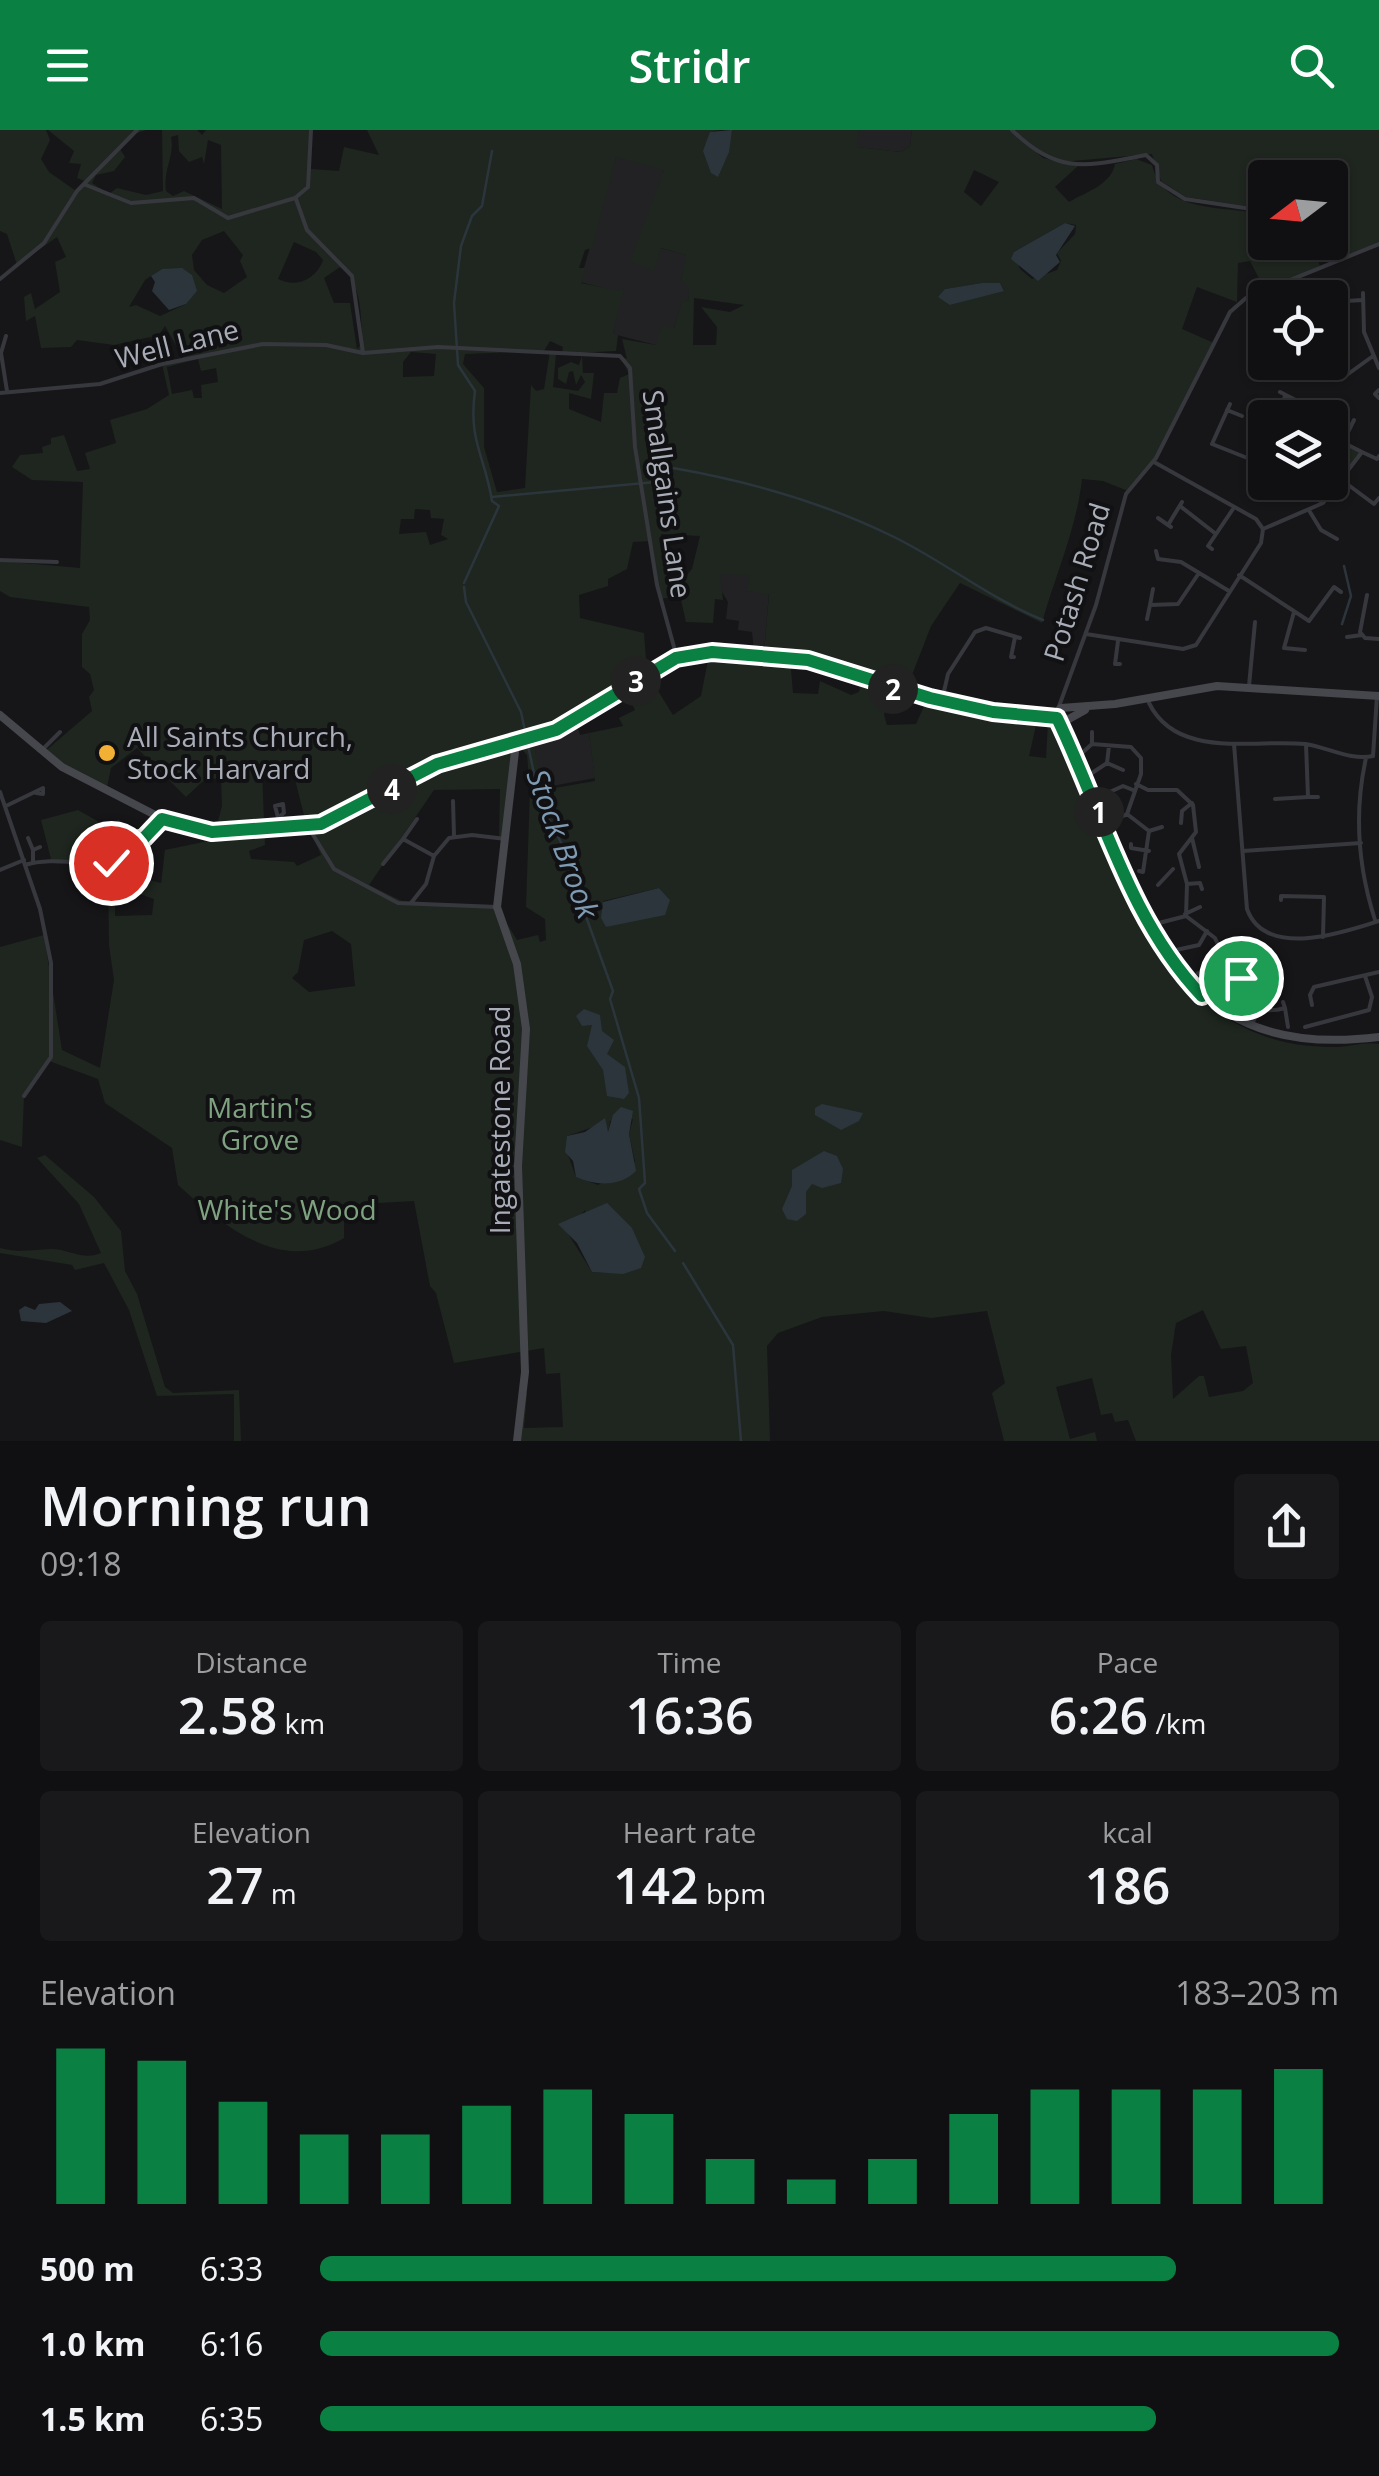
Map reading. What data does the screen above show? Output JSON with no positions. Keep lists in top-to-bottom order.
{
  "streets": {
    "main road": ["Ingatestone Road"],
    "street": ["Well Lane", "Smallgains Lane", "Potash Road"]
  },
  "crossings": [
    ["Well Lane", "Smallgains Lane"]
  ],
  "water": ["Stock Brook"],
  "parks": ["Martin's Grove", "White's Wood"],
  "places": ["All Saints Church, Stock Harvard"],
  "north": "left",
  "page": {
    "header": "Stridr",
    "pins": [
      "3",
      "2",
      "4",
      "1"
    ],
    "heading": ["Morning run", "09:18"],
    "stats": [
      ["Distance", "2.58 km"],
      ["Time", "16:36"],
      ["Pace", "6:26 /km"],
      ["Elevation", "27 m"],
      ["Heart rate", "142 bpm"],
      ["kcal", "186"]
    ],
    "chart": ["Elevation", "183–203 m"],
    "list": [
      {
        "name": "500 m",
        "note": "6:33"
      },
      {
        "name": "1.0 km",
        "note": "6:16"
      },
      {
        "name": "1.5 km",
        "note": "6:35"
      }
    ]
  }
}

****************************************

§ EXERCISE OBJECTIVE: Read through the data and copy every line where "Lane" shows up.

§ ANSWER FOR THE TASK:
    "street": ["Well Lane", "Smallgains Lane", "Potash Road"]
    ["Well Lane", "Smallgains Lane"]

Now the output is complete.